- Problem requirements: Every line of the listing that follows must be written out unchanged.

Start of Block

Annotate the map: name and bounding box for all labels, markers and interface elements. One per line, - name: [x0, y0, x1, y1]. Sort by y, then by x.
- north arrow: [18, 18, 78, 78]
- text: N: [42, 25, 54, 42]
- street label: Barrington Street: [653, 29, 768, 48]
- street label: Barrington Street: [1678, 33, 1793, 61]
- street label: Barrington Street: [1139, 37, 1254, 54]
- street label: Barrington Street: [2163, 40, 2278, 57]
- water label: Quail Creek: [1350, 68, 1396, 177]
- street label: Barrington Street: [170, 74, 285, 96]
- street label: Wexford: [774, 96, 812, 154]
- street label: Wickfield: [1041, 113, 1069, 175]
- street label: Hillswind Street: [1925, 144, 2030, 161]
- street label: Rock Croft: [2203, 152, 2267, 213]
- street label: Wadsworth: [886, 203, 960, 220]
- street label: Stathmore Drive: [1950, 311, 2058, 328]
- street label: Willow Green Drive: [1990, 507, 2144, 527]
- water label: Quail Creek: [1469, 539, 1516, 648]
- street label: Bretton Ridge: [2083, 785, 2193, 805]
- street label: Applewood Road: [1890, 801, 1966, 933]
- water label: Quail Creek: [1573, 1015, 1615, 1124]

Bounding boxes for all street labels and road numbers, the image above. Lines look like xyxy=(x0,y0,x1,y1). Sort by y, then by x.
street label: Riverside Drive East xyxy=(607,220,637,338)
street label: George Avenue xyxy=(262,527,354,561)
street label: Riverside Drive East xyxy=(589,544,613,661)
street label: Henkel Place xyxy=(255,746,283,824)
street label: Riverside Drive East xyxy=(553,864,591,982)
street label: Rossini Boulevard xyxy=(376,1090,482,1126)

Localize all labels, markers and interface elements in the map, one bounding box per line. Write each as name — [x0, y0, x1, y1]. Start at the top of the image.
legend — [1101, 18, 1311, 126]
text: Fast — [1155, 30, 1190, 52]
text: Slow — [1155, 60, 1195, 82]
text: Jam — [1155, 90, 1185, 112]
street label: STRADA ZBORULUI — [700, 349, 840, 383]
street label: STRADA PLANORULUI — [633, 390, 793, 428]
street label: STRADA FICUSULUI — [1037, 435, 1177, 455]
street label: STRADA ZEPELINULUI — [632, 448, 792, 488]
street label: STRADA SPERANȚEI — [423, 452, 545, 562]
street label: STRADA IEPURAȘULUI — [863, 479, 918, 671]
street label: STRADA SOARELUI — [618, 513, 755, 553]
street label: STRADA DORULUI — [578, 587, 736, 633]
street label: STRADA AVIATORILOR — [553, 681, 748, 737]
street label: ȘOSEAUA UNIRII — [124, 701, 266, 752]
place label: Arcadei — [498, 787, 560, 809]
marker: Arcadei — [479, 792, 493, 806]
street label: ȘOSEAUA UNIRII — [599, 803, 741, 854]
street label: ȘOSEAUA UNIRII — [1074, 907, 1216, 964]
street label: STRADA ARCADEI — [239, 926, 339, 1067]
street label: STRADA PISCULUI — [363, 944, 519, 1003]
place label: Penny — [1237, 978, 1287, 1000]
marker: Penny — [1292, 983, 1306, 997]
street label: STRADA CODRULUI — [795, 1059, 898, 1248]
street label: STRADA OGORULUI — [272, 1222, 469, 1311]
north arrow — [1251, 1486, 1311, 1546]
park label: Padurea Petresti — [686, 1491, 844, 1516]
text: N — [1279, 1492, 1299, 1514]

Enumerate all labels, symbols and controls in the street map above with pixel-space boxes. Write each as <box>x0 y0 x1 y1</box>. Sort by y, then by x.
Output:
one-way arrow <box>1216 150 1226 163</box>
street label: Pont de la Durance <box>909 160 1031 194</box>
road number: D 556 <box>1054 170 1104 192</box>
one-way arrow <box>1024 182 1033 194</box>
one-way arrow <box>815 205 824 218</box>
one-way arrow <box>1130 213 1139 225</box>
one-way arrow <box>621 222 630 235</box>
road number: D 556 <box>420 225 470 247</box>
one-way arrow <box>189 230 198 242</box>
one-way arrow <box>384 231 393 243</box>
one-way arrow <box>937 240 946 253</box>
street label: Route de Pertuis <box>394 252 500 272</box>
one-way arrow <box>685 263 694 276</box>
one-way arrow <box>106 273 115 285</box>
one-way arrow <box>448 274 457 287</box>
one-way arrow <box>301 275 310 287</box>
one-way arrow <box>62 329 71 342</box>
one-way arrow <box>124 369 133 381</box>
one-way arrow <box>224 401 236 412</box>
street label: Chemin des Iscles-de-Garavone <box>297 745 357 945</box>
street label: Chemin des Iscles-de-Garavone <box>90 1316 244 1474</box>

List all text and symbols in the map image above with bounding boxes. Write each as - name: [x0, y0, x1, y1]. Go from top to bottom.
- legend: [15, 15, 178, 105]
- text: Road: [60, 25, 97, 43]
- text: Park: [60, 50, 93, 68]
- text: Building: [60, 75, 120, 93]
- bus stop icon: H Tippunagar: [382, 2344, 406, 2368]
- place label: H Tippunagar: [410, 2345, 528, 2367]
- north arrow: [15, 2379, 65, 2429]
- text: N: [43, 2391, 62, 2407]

End of Block

- Response to this task:
Annotate the map: name and bounding box for all labels, markers and interface elements. One per line, - name: [x0, y0, x1, y1]. Sort by y, then by x.
- north arrow: [18, 18, 78, 78]
- text: N: [42, 25, 54, 42]
- street label: Barrington Street: [653, 29, 768, 48]
- street label: Barrington Street: [1678, 33, 1793, 61]
- street label: Barrington Street: [1139, 37, 1254, 54]
- street label: Barrington Street: [2163, 40, 2278, 57]
- water label: Quail Creek: [1350, 68, 1396, 177]
- street label: Barrington Street: [170, 74, 285, 96]
- street label: Wexford: [774, 96, 812, 154]
- street label: Wickfield: [1041, 113, 1069, 175]
- street label: Hillswind Street: [1925, 144, 2030, 161]
- street label: Rock Croft: [2203, 152, 2267, 213]
- street label: Wadsworth: [886, 203, 960, 220]
- street label: Stathmore Drive: [1950, 311, 2058, 328]
- street label: Willow Green Drive: [1990, 507, 2144, 527]
- water label: Quail Creek: [1469, 539, 1516, 648]
- street label: Bretton Ridge: [2083, 785, 2193, 805]
- street label: Applewood Road: [1890, 801, 1966, 933]
- water label: Quail Creek: [1573, 1015, 1615, 1124]

Bounding boxes for all street labels and road numbers, the image above. Lines look like xyxy=(x0,y0,x1,y1). Sort by y, then by x.
street label: Riverside Drive East xyxy=(607,220,637,338)
street label: George Avenue xyxy=(262,527,354,561)
street label: Riverside Drive East xyxy=(589,544,613,661)
street label: Henkel Place xyxy=(255,746,283,824)
street label: Riverside Drive East xyxy=(553,864,591,982)
street label: Rossini Boulevard xyxy=(376,1090,482,1126)

Localize all labels, markers and interface elements in the map, one bounding box per line. Write each as name — [x0, y0, x1, y1]. Start at the top of the image.
legend — [1101, 18, 1311, 126]
text: Fast — [1155, 30, 1190, 52]
text: Slow — [1155, 60, 1195, 82]
text: Jam — [1155, 90, 1185, 112]
street label: STRADA ZBORULUI — [700, 349, 840, 383]
street label: STRADA PLANORULUI — [633, 390, 793, 428]
street label: STRADA FICUSULUI — [1037, 435, 1177, 455]
street label: STRADA ZEPELINULUI — [632, 448, 792, 488]
street label: STRADA SPERANȚEI — [423, 452, 545, 562]
street label: STRADA IEPURAȘULUI — [863, 479, 918, 671]
street label: STRADA SOARELUI — [618, 513, 755, 553]
street label: STRADA DORULUI — [578, 587, 736, 633]
street label: STRADA AVIATORILOR — [553, 681, 748, 737]
street label: ȘOSEAUA UNIRII — [124, 701, 266, 752]
place label: Arcadei — [498, 787, 560, 809]
marker: Arcadei — [479, 792, 493, 806]
street label: ȘOSEAUA UNIRII — [599, 803, 741, 854]
street label: ȘOSEAUA UNIRII — [1074, 907, 1216, 964]
street label: STRADA ARCADEI — [239, 926, 339, 1067]
street label: STRADA PISCULUI — [363, 944, 519, 1003]
place label: Penny — [1237, 978, 1287, 1000]
marker: Penny — [1292, 983, 1306, 997]
street label: STRADA CODRULUI — [795, 1059, 898, 1248]
street label: STRADA OGORULUI — [272, 1222, 469, 1311]
north arrow — [1251, 1486, 1311, 1546]
park label: Padurea Petresti — [686, 1491, 844, 1516]
text: N — [1279, 1492, 1299, 1514]

Enumerate all labels, symbols and controls in the street map above with pixel-space boxes. Write each as <box>x0 y0 x1 y1</box>. Sort by y, then by x.
Output:
one-way arrow <box>1216 150 1226 163</box>
street label: Pont de la Durance <box>909 160 1031 194</box>
road number: D 556 <box>1054 170 1104 192</box>
one-way arrow <box>1024 182 1033 194</box>
one-way arrow <box>815 205 824 218</box>
one-way arrow <box>1130 213 1139 225</box>
one-way arrow <box>621 222 630 235</box>
road number: D 556 <box>420 225 470 247</box>
one-way arrow <box>189 230 198 242</box>
one-way arrow <box>384 231 393 243</box>
one-way arrow <box>937 240 946 253</box>
street label: Route de Pertuis <box>394 252 500 272</box>
one-way arrow <box>685 263 694 276</box>
one-way arrow <box>106 273 115 285</box>
one-way arrow <box>448 274 457 287</box>
one-way arrow <box>301 275 310 287</box>
one-way arrow <box>62 329 71 342</box>
one-way arrow <box>124 369 133 381</box>
one-way arrow <box>224 401 236 412</box>
street label: Chemin des Iscles-de-Garavone <box>297 745 357 945</box>
street label: Chemin des Iscles-de-Garavone <box>90 1316 244 1474</box>

List all text and symbols in the map image above with bounding boxes. Write each as - name: [x0, y0, x1, y1]. Go from top to bottom.
- legend: [15, 15, 178, 105]
- text: Road: [60, 25, 97, 43]
- text: Park: [60, 50, 93, 68]
- text: Building: [60, 75, 120, 93]
- bus stop icon: H Tippunagar: [382, 2344, 406, 2368]
- place label: H Tippunagar: [410, 2345, 528, 2367]
- north arrow: [15, 2379, 65, 2429]
- text: N: [43, 2391, 62, 2407]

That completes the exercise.